## Exercise directions
Copy out each line of the data that holds the string "without".
Records Start Marker
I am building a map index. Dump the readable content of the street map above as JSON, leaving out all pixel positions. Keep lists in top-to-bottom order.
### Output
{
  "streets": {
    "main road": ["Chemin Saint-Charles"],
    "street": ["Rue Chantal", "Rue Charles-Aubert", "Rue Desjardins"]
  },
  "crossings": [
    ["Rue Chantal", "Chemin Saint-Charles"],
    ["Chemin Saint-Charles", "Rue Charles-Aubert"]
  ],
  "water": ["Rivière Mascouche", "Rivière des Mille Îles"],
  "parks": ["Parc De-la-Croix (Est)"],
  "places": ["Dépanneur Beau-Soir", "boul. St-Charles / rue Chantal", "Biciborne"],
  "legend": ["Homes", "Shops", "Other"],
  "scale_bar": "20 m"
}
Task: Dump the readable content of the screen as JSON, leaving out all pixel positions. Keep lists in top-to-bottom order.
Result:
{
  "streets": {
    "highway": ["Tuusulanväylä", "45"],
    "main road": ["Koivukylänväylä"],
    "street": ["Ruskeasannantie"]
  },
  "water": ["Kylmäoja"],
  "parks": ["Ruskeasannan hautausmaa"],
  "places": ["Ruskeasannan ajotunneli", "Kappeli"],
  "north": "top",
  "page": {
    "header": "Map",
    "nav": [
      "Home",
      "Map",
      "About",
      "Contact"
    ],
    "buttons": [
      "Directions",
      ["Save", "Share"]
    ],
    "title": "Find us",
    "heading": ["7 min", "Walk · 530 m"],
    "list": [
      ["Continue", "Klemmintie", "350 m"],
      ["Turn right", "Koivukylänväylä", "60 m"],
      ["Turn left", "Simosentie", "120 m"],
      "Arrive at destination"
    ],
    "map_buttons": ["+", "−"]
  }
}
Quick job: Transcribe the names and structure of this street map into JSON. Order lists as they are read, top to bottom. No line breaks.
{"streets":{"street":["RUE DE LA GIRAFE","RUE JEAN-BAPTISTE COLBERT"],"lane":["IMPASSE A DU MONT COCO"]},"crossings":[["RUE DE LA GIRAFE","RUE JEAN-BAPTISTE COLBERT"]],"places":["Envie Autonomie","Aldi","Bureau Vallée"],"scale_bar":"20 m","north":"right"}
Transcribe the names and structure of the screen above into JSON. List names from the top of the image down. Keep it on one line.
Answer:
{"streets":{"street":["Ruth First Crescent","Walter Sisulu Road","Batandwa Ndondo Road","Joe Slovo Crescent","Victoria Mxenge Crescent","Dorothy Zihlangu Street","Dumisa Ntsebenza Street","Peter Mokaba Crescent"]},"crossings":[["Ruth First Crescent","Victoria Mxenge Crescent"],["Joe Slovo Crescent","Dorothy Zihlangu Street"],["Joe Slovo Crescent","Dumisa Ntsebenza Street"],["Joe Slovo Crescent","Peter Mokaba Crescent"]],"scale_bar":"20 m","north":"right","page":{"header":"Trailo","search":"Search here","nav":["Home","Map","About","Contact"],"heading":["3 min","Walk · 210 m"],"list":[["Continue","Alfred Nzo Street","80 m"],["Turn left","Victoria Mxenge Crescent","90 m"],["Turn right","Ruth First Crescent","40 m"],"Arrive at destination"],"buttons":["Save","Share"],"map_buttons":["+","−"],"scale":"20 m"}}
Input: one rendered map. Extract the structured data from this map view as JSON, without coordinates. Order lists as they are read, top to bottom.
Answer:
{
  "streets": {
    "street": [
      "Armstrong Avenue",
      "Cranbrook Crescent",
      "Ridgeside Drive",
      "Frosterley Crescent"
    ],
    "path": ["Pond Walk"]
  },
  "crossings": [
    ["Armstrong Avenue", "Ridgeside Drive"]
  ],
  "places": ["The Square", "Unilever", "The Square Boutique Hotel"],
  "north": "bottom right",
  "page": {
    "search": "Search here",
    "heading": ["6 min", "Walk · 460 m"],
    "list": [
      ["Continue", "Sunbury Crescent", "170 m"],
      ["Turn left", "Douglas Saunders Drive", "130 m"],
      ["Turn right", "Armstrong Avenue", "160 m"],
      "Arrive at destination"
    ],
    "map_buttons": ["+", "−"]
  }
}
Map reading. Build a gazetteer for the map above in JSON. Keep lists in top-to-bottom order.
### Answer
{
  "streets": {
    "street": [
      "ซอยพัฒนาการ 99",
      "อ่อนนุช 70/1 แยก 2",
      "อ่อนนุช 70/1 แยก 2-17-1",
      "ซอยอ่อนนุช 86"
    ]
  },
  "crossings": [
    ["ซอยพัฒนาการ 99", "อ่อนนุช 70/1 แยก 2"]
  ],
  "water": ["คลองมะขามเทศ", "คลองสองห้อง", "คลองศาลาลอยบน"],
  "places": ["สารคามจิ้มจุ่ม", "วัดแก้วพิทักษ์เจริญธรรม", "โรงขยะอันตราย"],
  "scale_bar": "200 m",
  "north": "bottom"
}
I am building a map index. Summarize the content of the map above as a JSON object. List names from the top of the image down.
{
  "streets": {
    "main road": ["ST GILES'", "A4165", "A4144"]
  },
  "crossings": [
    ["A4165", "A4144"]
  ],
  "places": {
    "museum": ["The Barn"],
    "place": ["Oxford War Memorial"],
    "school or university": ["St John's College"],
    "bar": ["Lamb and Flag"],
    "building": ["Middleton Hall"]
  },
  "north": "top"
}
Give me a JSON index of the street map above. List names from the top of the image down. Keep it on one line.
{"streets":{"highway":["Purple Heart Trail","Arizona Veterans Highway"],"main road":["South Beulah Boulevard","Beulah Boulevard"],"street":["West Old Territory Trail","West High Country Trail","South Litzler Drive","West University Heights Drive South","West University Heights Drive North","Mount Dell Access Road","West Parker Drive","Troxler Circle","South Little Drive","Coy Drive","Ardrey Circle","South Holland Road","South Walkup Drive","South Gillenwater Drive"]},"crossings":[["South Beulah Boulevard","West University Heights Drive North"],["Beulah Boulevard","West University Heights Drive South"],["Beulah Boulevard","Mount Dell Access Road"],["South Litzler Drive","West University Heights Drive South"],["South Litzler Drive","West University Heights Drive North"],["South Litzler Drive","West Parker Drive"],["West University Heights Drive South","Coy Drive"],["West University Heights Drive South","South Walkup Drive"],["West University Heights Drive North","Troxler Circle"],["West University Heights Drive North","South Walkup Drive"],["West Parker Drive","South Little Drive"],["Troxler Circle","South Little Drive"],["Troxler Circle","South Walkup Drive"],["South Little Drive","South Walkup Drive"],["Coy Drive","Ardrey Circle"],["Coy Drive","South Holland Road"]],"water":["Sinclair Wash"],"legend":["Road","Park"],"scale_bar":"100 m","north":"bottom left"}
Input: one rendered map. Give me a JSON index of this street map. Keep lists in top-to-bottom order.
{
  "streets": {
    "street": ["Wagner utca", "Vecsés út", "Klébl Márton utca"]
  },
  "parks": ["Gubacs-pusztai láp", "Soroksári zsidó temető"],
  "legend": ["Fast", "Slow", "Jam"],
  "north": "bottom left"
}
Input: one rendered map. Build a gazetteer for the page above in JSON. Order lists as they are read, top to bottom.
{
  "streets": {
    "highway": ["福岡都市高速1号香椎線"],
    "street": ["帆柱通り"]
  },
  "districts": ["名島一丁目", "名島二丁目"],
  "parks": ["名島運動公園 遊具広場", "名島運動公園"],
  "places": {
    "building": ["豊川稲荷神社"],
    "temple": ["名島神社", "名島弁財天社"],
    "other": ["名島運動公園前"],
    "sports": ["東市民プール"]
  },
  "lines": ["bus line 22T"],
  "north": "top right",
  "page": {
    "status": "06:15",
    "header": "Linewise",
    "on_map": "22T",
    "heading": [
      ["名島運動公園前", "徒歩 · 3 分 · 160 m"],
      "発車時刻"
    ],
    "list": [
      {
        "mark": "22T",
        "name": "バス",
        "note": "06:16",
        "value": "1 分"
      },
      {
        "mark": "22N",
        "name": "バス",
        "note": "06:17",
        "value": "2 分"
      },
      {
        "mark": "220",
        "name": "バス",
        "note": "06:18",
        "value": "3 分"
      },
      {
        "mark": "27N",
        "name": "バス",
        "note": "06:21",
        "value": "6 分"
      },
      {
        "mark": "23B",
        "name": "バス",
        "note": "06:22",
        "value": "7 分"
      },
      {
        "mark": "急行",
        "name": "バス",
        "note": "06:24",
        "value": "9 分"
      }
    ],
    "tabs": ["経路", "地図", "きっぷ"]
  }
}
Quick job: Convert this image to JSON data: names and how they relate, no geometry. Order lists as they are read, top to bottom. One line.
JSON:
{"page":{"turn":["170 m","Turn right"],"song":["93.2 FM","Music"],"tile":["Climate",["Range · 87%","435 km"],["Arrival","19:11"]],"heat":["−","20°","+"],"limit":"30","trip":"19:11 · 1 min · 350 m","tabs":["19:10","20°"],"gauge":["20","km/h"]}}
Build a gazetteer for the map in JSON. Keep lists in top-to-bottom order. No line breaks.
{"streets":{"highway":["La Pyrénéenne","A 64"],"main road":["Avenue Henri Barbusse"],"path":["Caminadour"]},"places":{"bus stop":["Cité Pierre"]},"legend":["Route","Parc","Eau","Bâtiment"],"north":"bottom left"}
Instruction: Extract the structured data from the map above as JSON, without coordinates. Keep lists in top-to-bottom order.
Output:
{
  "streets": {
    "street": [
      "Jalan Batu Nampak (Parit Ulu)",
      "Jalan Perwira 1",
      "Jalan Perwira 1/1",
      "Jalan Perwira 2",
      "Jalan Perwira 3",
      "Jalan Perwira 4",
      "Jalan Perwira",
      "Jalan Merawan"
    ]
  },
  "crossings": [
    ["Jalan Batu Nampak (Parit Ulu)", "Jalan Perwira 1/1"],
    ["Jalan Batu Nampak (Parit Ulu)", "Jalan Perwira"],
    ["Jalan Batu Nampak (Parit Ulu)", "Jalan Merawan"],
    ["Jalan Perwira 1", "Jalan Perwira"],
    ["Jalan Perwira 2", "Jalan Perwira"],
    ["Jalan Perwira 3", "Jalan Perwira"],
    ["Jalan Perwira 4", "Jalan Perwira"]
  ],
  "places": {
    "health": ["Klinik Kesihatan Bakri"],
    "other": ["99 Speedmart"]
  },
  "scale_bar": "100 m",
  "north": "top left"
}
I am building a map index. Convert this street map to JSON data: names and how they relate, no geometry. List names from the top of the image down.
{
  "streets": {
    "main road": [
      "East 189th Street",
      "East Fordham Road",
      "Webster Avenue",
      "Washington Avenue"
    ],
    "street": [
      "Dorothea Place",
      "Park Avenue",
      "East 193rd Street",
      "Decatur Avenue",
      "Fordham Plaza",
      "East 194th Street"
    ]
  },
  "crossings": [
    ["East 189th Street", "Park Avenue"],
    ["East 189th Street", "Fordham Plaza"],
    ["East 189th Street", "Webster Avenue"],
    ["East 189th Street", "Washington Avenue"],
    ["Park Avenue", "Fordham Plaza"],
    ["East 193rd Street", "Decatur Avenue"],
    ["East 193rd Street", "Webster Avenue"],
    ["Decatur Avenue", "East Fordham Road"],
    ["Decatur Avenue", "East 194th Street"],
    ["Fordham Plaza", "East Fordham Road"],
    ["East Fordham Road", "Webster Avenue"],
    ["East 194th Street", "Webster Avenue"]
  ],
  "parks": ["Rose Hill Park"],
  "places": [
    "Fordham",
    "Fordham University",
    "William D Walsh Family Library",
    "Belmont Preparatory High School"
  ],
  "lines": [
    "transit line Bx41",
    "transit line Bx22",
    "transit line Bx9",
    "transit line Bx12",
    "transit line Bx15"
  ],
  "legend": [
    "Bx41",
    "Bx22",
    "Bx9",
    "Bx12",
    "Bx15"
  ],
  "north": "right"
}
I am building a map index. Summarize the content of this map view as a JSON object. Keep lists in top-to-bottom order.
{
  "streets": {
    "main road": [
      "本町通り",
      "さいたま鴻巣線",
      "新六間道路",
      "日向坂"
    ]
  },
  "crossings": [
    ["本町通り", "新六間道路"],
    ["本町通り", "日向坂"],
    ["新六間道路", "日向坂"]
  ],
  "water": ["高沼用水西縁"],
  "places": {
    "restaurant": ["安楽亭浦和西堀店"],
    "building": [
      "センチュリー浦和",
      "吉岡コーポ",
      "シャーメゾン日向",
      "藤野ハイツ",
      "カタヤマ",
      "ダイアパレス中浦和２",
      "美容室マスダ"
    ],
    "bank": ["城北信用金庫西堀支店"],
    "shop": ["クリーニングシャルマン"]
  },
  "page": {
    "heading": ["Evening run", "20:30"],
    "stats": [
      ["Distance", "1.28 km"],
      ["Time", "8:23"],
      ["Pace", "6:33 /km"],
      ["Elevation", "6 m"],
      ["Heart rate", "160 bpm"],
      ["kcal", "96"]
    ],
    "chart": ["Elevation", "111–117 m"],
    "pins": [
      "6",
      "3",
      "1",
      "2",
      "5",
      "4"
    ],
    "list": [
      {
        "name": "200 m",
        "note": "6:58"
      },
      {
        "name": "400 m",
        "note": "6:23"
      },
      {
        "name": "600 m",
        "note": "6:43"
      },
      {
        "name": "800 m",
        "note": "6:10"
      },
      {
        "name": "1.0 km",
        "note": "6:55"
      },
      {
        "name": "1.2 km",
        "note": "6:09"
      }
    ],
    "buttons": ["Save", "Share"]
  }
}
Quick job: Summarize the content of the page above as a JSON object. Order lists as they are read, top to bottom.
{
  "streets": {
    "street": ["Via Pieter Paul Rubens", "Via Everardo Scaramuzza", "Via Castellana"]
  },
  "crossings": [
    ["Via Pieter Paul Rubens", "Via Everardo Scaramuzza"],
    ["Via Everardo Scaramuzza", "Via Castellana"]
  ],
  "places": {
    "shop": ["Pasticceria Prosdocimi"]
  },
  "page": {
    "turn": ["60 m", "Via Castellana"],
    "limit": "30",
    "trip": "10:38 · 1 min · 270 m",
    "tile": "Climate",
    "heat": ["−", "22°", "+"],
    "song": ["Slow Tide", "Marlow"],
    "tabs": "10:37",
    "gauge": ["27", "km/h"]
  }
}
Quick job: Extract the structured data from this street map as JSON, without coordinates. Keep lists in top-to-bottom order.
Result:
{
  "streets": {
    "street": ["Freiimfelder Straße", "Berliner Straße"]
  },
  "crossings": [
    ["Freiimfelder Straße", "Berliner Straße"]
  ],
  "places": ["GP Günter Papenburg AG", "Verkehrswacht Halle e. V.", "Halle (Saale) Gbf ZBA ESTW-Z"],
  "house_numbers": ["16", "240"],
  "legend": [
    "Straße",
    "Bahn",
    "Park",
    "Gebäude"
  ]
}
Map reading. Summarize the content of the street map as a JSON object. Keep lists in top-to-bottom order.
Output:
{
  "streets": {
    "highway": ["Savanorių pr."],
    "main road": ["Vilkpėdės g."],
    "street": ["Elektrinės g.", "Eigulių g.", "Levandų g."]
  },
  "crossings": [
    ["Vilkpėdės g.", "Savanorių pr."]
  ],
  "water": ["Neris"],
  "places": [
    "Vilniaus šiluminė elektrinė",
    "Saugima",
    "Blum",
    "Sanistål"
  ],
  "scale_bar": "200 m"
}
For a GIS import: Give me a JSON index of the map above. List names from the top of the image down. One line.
Records End Marker
## Task response
Input: one rendered map. Extract the structured data from this map view as JSON, without coordinates. Order lists as they are read, top to bottom.
Instruction: Extract the structured data from the map above as JSON, without coordinates. Keep lists in top-to-bottom order.
Quick job: Extract the structured data from this street map as JSON, without coordinates. Keep lists in top-to-bottom order.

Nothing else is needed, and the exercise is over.